On May 14, the Irish Studies Program at IES was pleased to welcome Maynooth University professor John O'Brennan for a lecture titled “Requiem for a Shared Interdependent Past: Brexit and the Deterioration in UK-Irish Relations,” co-sponsored by the Center for British Studies, the Department of Political Science, and the Anglo-American Studies Program.

O’Brennan, who is also a member of the Irish government's Brexit Stakeholder Group, began his lecture by outlining the many ways in which Ireland will be negatively affected by Brexit. While much of the lead up to the 2016 Brexit referendum excluded Irish concerns from mainstream political debate in the UK, the 2017 Conservative-DUP agreement and gridlock over Theresa May’s withdrawal agreement have made the Irish border and controversial Northern Irish backstop center-stage issues. As a result, political and media attention on Ireland and Northern Ireland has grown. Northern Ireland, which voted 56% Remain, and especially Ireland, O’Brennan says, have a “real sense of regret” about the UK’s decision to leave the EU.

According to O’Brennan, the UK has found it difficult to leave the EU because it underestimated just how deep its legal and economic interdependence on member states and EU processes has been in the years since accelerated integration. The “extraordinary architecture of the EU,” O’Brennan says, has secured peace among member states at war in the 20th century, fostered diplomatic relationships through its bodies (like the EU Council), created formal and informal spaces in Brussels that allow actors and policies to intermingle, and has strengthened the relationship between Dublin and London. O’Brennan concedes, however, that the EU has been more beneficial for Ireland than the UK, since Ireland depends on the single market more than almost any other member state.

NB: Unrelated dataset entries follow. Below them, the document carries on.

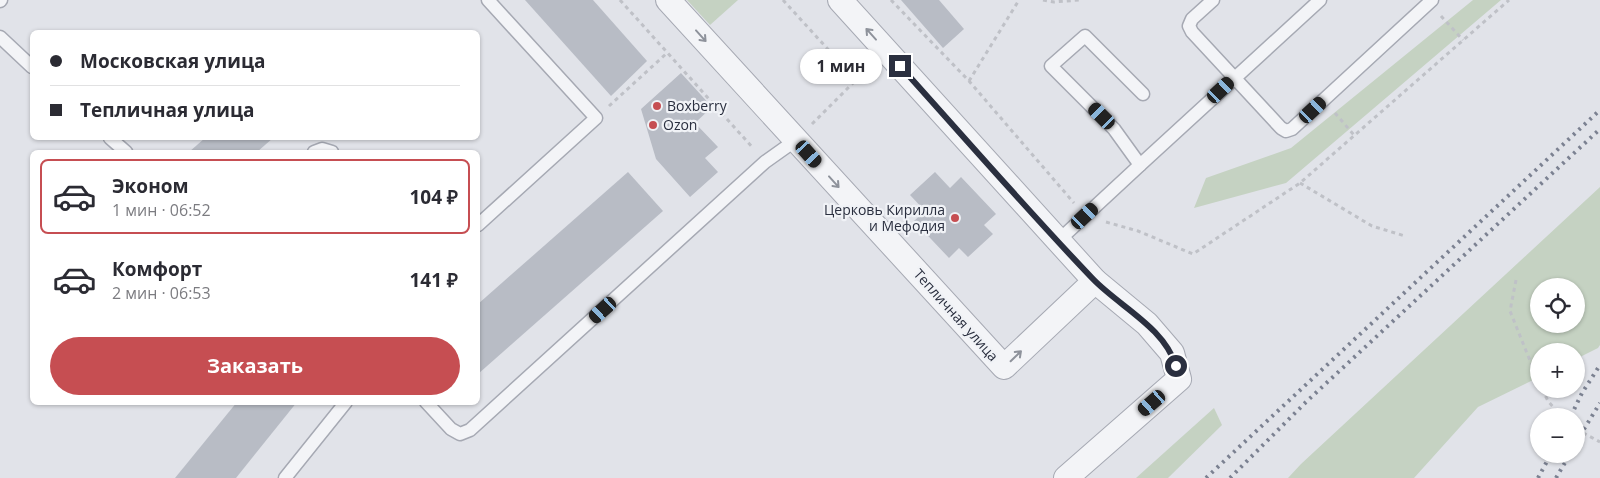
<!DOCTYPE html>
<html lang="ru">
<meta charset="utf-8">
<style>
:root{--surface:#fff;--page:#f7f7f7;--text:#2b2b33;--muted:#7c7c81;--line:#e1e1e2;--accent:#c64e52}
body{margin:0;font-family:"Open Sans",sans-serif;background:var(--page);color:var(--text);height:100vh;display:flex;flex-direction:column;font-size:19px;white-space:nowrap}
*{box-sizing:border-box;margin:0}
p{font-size:16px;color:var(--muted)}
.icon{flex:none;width:28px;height:28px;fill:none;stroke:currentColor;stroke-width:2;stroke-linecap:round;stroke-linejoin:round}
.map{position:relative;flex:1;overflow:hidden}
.panel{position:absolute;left:30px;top:150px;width:450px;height:255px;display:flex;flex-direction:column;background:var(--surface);border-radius:8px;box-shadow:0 1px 4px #0004}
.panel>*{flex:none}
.banner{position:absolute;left:30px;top:30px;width:450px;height:110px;border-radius:8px;box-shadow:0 1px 4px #0004;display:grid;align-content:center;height:110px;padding:0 20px;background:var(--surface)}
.controls{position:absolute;left:1530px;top:278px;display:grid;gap:10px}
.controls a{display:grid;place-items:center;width:55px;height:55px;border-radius:50%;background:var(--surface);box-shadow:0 1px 4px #0004;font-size:25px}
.end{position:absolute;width:22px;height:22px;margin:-11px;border:6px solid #2a2f3f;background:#fff;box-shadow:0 0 0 2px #fff}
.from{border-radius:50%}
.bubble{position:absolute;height:35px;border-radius:18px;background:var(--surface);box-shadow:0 1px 4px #0004;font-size:16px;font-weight:700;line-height:35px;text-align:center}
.car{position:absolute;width:15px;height:30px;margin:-15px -8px;border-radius:6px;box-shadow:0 0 4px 1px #0007;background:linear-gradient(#222 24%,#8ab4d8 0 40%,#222 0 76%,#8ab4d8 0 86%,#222 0)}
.banner b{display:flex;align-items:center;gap:18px;height:48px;font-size:19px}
.banner b+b{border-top:1px solid var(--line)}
.banner i{width:12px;height:12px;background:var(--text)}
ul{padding:9px 0 0;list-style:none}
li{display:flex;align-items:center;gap:15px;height:75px;margin:0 10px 8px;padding:0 10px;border:2px solid transparent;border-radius:8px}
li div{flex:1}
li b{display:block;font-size:19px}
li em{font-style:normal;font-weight:700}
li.current{border-color:var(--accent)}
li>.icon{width:45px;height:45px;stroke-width:1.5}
.cta{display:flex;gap:10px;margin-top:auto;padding:10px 20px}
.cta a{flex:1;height:58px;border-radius:30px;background:var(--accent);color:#fff;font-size:20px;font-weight:700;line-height:58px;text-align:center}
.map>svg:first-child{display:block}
.green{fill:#c5d2c2;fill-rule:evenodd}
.building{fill:#b8bcc5}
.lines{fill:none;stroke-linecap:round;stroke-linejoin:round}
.lane-casing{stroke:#a6a9b3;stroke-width:15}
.street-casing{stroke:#a6a9b3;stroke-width:26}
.path{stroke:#bfc1c7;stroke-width:3;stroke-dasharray:4 4;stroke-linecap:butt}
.lane{stroke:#f3f4f7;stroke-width:12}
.street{stroke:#f3f4f7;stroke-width:24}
.rail{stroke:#7b8191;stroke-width:4;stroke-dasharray:2.5 5;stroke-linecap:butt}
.oneway{stroke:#8e929b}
.route{stroke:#2a2f3f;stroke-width:6}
.poi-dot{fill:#c64e52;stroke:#f0f2f6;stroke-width:2}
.labels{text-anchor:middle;stroke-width:4.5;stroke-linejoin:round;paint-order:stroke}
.poi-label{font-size:14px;fill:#2a2f3f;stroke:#f0f2f6;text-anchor:start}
.street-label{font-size:14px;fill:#2a2f3f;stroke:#f0f2f6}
</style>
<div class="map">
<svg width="1600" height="478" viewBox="0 0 1600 478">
<rect width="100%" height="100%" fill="#e1e3e9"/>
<g class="green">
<polygon points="687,0 738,0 710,25"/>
<polygon points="1473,0 1501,0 1286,183 1194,208 1206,178 1291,148"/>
<path d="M1600 187V345L1598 348 1576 359V351H1539V377L1478 407 1414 478H1288L1301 464ZM1576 286V324H1539V286Z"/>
<polygon points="1214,408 1222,425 1168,478 1136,478"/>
</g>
<g class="building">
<polygon points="525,0 593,0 647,61 611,96"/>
<polygon points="901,0 939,0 964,29 943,48"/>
<polygon points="681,73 712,107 695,123 718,147 705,158 718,172 690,197 656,159 641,109"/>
<polygon points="205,138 273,138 257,152 189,152"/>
<polygon points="628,172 663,211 478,374 478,304"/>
<polygon points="935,172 950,188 961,177 996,214 984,225 993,234 968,257 959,248 949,258 914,221 925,211 910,195"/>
<polygon points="237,402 297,402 236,478 175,478"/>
</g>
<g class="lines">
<defs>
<g id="lane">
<polyline points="1213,0 1192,19 1189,26 1192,32 1281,128 1286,131 1292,129 1432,0"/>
<polyline points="0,1 1,0"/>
<polyline points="0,37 32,67"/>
<polyline points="110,138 126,152"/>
<polyline points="314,152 322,149 332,152"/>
<polyline points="1140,165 1320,0"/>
<polyline points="478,225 596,118 488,0"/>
<polyline points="1058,241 1140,165 1114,129 1051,66 1085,36 1143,94"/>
<polyline points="426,402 451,429 460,434 470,430 765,162 796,140"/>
<polyline points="285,478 346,402"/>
</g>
<g id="street">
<polyline points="668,0 1004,367 1095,281 840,0"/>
<polyline points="1066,478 1179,379 1172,353 1147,324 1095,281"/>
</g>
</defs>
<use href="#lane" class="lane-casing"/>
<use href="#street" class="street-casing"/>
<g class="path">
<polyline points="620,0 753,148"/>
<polyline points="783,0 856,80 869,67"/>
<polyline points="891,0 969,81 1074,203"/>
<polyline points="1043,0 1054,2 1079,0"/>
<polyline points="1441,16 1463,40"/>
<polyline points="969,81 1019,0"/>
<polyline points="609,106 667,53"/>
<polyline points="1335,113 1354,135"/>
<polyline points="812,124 856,80"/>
<polyline points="1300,183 1372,226 1405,236"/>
<polyline points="1106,222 1138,231 1193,254 1300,183 1509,0"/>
<polyline points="1516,280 1510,311 1539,383"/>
<polyline points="1542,389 1548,401 1561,416"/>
<polyline points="1576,429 1600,442"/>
</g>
<use href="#lane" class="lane"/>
<use href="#street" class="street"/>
<g class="rail">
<polyline points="1571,416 1582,393 1600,365"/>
<polyline points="1576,442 1600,403"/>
<polyline points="1206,478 1600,110"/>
<polyline points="1230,478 1306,402 1600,129"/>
<polyline points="1538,478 1551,454"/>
<polyline points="1556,478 1570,454"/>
</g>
</g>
<defs><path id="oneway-shaft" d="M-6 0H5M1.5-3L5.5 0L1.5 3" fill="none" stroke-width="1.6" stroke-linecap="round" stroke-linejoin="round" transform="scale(1.25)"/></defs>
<g class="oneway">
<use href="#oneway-shaft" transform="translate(871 34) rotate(-132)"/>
<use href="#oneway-shaft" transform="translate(701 36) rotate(48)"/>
<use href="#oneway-shaft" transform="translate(834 182) rotate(48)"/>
<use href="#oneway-shaft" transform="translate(1016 356) rotate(-44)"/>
</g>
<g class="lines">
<path class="route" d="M900 66C964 137 1027 210 1093 279 1120 307 1164 327 1176 366"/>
</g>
<g class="poi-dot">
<circle cx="657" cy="106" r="5"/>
<circle cx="653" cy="125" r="5"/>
<circle cx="955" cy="218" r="5"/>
</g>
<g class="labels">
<g class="poi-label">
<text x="667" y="111">Boxberry</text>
<text x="663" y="130">Ozon</text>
<text x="945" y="215" text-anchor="end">Церковь Кирилла<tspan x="945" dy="16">и Мефодия</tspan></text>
</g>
<g class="street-label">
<text transform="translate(956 315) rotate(48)" y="5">Тепличная улица</text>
</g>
</g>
</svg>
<div class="controls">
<a><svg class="icon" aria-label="locate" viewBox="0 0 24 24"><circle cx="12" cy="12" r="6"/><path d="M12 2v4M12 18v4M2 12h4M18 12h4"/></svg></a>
<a>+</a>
<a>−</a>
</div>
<i class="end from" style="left:1176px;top:366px"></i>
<i class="end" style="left:900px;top:66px"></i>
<div class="bubble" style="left:800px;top:49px;width:82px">1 мин</div>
<i class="car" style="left:1221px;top:90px;rotate:47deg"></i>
<i class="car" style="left:1313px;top:110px;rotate:47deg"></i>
<i class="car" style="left:1102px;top:116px;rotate:315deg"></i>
<i class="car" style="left:809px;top:154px;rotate:138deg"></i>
<i class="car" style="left:1085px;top:216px;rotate:47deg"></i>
<i class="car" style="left:603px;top:310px;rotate:228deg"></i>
<i class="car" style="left:1152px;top:403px;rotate:229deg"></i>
<div class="banner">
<b><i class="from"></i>Московская улица</b>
<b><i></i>Тепличная улица</b>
</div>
<section class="panel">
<ul>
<li class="current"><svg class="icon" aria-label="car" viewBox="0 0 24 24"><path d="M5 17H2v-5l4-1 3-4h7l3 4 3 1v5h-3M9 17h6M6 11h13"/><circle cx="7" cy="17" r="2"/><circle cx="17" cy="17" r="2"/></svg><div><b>Эконом</b><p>1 мин · 06:52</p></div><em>104 ₽</em></li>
<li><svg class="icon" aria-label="car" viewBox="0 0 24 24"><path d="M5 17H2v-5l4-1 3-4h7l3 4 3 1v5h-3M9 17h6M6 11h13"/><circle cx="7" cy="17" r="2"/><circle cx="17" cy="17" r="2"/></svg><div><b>Комфорт</b><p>2 мин · 06:53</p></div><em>141 ₽</em></li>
</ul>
<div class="cta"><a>Заказать</a></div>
</section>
</div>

To prepare for Brexit, O'Brennan noted, Ireland has been engaging in robust political, economic, and diplomatic activities. The central priority of the Irish Department of Foreign Affairs is to inform other EU member states— especially in central and eastern Europe— and allies across the globe like the US, that maintenance of the Good Friday Agreement is crucial for peace. Within Ireland, the government has worked to diversify its export markets away from the UK, mobilize civil society, and redefine Ireland’s modern relationship with the EU as less about functionality for Ireland, and more about Ireland’s role in helping to shape the EU project.

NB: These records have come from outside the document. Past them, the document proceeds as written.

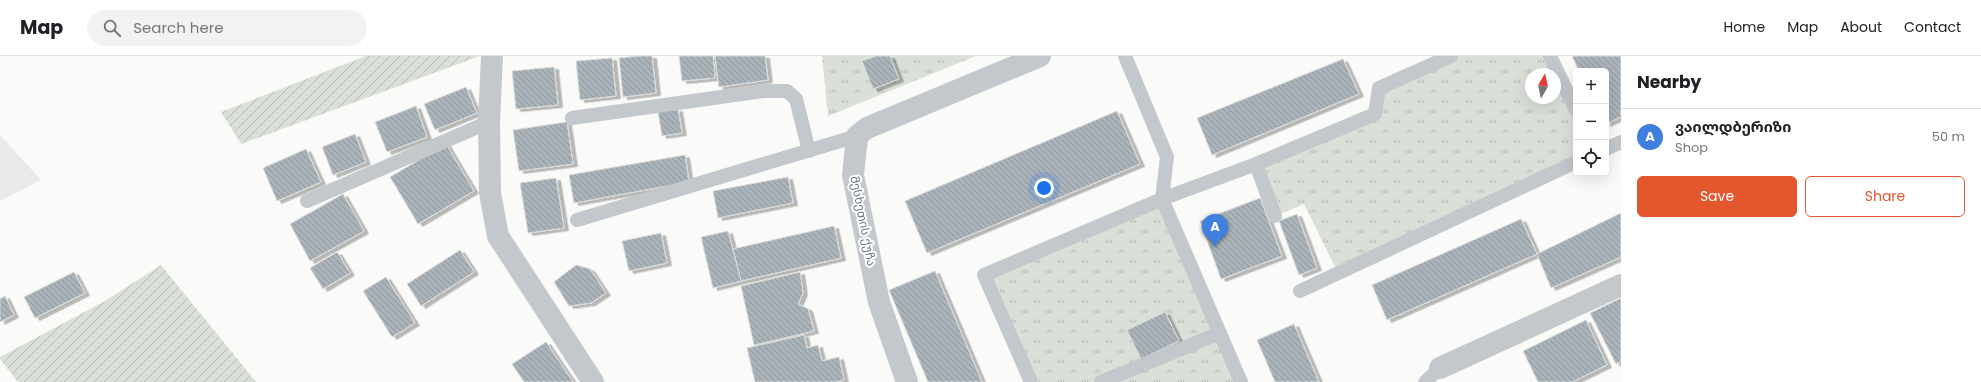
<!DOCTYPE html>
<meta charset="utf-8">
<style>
body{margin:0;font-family:Poppins,"Noto Sans Georgian",sans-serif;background:#f2f2f2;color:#202124}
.controls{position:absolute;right:12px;top:12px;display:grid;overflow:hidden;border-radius:6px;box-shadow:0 4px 16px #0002}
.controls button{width:36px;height:36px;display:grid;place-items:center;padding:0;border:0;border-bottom:1px solid #e0e0e0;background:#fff;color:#202124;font:20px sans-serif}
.compass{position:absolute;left:1525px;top:12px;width:36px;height:36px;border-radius:50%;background:#fff;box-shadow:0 4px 16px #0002;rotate:9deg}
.you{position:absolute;left:1044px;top:132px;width:14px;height:14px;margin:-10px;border:3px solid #fff;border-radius:50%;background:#1a73e8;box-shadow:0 0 0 6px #1a73e833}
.badge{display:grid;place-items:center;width:26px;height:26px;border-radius:50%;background:#e4572e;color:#fff;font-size:13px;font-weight:700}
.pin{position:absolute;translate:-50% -33px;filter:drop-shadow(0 1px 2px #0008)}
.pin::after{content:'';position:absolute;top:21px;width:14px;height:12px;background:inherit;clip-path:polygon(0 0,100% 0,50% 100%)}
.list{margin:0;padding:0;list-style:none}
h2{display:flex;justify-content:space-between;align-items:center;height:52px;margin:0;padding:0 16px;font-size:17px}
h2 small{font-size:13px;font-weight:400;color:#757577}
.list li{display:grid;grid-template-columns:26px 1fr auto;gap:12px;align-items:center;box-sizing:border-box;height:56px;padding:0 16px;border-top:1px solid #e0e0e0}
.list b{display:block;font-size:15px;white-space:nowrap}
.list p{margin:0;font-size:13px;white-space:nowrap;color:#757577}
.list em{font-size:13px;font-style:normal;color:#757577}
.actions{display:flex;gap:8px;padding:12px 16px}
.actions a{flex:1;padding:9px 0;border:1px solid #e4572e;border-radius:6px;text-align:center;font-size:14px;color:#e4572e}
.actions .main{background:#e4572e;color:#fff}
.icon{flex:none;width:22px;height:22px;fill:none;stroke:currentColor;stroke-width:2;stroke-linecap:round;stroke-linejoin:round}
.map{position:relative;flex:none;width:1621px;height:326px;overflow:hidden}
header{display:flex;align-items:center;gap:24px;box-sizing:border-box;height:56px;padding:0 20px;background:#fff;border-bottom:1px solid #e0e0e0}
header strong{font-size:19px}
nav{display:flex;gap:22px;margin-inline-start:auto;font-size:14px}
.search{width:280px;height:36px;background:#f2f2f2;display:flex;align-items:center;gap:10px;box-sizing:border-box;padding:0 14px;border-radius:22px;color:#757577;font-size:15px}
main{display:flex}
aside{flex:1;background:#fff}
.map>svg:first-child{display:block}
</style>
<header>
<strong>Map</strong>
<div class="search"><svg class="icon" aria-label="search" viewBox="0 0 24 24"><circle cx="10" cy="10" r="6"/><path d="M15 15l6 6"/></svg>Search here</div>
<nav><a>Home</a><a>Map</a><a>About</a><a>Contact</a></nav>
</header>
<main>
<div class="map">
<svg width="1621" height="326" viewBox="0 0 1621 326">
<defs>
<pattern id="grass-tufts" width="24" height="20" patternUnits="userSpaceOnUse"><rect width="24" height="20" fill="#dadfd7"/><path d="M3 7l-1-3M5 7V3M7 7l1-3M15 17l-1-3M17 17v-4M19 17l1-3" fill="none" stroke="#b4b9b4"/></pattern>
<pattern id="garden-furrows" width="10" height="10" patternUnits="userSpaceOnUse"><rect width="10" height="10" fill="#dadfd7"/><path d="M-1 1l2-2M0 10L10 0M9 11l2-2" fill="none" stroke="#b4b9b4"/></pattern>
<pattern id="building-back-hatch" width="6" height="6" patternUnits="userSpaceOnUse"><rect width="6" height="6" fill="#aab3b9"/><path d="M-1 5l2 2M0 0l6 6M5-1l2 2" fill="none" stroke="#8e969c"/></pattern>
<filter id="shadow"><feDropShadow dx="4.5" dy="2.5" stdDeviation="0" flood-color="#0004"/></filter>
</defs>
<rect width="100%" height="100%" fill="#fafaf8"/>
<!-- built -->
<path fill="#e8e9e9" d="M0 79 41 124 0 145Z"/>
<!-- grass -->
<g fill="url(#grass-tufts)" fill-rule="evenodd">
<path d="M822 0H976L828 60Z"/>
<path d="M1451 0H1550L1576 54V106L1338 217 1304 148 1275 160 1256 108 1375 58 1379 32ZM1531 18H1555V42H1531Z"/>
<path d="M1162 143 1241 326H1031L984 219Z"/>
</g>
<!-- garden -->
<g fill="url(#garden-furrows)">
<path d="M366 0H480L241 88 221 56Z"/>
<path d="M161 209 256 326H18L0 303V301L105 245Z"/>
</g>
<!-- building -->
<g fill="url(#building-back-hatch)" stroke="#dcdcda" filter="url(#shadow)">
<path d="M639 0H652L656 37 623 41 619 2Z"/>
<path d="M679 0H713L715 22 682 25Z"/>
<path d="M715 0H765L768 24 719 31Z"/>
<path d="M876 0H890L899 23 873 33 862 5Z"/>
<path d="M1572 0H1621V61L1606 68V15H1579Z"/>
<path d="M612 2 616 40 580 44 576 5Z"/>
<path d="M1343 3 1359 38 1212 99 1197 62Z"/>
<path d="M554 11 558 49 516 53 512 15Z"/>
<path d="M466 31 477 57 435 74 424 48Z"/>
<path d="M416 50 427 81 387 96 375 66Z"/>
<path d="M678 53 682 77 662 80 658 56Z"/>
<path d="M1117 55 1140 108 927 197 905 145Z"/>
<path d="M567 66 573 108 519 115 513 74Z"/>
<path d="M355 78 366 106 333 119 322 91Z"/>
<path d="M446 88 474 135 418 168 390 121Z"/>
<path d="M306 93 321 126 277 145 263 112Z"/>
<path d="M685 99 689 126 574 147 569 119Z"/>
<path d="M788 121 793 147 718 162 713 135Z"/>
<path d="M556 122 564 172 528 177 520 127Z"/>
<path d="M343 138 364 175 310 205 290 168Z"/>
<path d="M1260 142 1282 200 1221 223 1200 165Z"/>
<path d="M1621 157V201L1551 232 1537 198Z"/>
<path d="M1297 158 1317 212 1299 219 1279 165Z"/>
<path d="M1521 163 1537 198 1387 264 1372 229Z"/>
<path d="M834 170 841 202 741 225 733 193Z"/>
<path d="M728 175 741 225 713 232 701 181Z"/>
<path d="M661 177 667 207 629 215 622 185Z"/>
<path d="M460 194 474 216 421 250 407 228Z"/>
<path d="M337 196 350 217 323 233 310 212Z"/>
<path d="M576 209 590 213 606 237 591 247 569 250 554 226Z"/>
<path d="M935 215 982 326H928L889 234Z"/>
<path d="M74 216 85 237 35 262 24 241Z"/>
<path d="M800 216 803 237 798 248 808 253 814 275 754 289 741 230Z"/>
<path d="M386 221 415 267 392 281 363 235Z"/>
<path d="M5 240 14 259 0 266V243Z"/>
<path d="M1621 242V305L1616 308 1590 257Z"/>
<path d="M1165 256 1179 285 1141 303 1127 274Z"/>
<path d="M1586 264 1607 309 1572 326H1538L1523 295Z"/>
<path d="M1294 268 1319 326H1275L1257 284Z"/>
<path d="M804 279 807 292 818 289 822 305 839 301 844 324 835 326H755L747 292Z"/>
<path d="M546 286 573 326H524L512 308Z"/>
</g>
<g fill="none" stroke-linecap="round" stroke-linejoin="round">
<!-- service -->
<g stroke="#c3c8cc" stroke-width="14">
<path d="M1125 0 1167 101 1162 143 1241 326"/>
<path d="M1550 0 1576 54"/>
<path d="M572 62 764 35H787L796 43 809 95"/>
<path d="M1606 93 1621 86"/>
<path d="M1256 108 1275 160"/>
<path d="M307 145 489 66"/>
<path d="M577 164 857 80"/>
<path d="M1300 235 1576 106"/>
<path d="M1031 326 984 219 1162 143 1256 108 1375 58 1379 32 1451 0"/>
<path d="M1101 326 1220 277"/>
<path d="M1425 326 1440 312"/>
</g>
<!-- minor -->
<g stroke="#c3c8cc" stroke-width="22">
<path d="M492 0 489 66 490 137 498 180 593 326"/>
<path d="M1440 312 1621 229"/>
<path d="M907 326 879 246 853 119 857 80 867 72 1040 0"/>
</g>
</g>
<g text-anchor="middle" stroke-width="4" stroke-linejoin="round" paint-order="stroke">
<!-- street labels -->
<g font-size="12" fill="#657683" stroke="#fff">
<text transform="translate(863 165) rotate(79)" y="4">მესხეთის ქუჩა</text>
</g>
</g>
</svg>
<div class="controls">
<button>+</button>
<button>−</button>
<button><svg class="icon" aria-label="locate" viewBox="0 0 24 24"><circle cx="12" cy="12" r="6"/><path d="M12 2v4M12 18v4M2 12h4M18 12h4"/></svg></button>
</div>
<svg class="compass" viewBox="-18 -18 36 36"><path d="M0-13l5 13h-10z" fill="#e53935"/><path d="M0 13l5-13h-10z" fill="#757577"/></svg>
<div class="you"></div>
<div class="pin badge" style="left:1215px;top:191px;background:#3f7fe0">A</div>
</div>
<aside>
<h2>Nearby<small></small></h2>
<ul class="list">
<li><span class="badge" style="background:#3f7fe0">A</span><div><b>ვაილდბერიზი</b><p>Shop</p></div><em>50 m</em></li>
</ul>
<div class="actions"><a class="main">Save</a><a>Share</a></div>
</aside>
</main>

During Q&A with a lively audience of 30, O’Brennan was asked about Ireland’s geopolitical status with regard to security and defense. O’Brennan noted that Ireland is not part of NATO and that this longstanding commitment to neutrality could be challenged moving forward. Another audience member noted that the growing media attention on Northern Ireland has brought a spotlight to the region’s local and creative sectors, building on O’Brennan’s earlier remarks that in some ways, Brexit may have benefits. For Ireland, Brexit could also mean attracting foreign university students who otherwise may have been bound for the UK.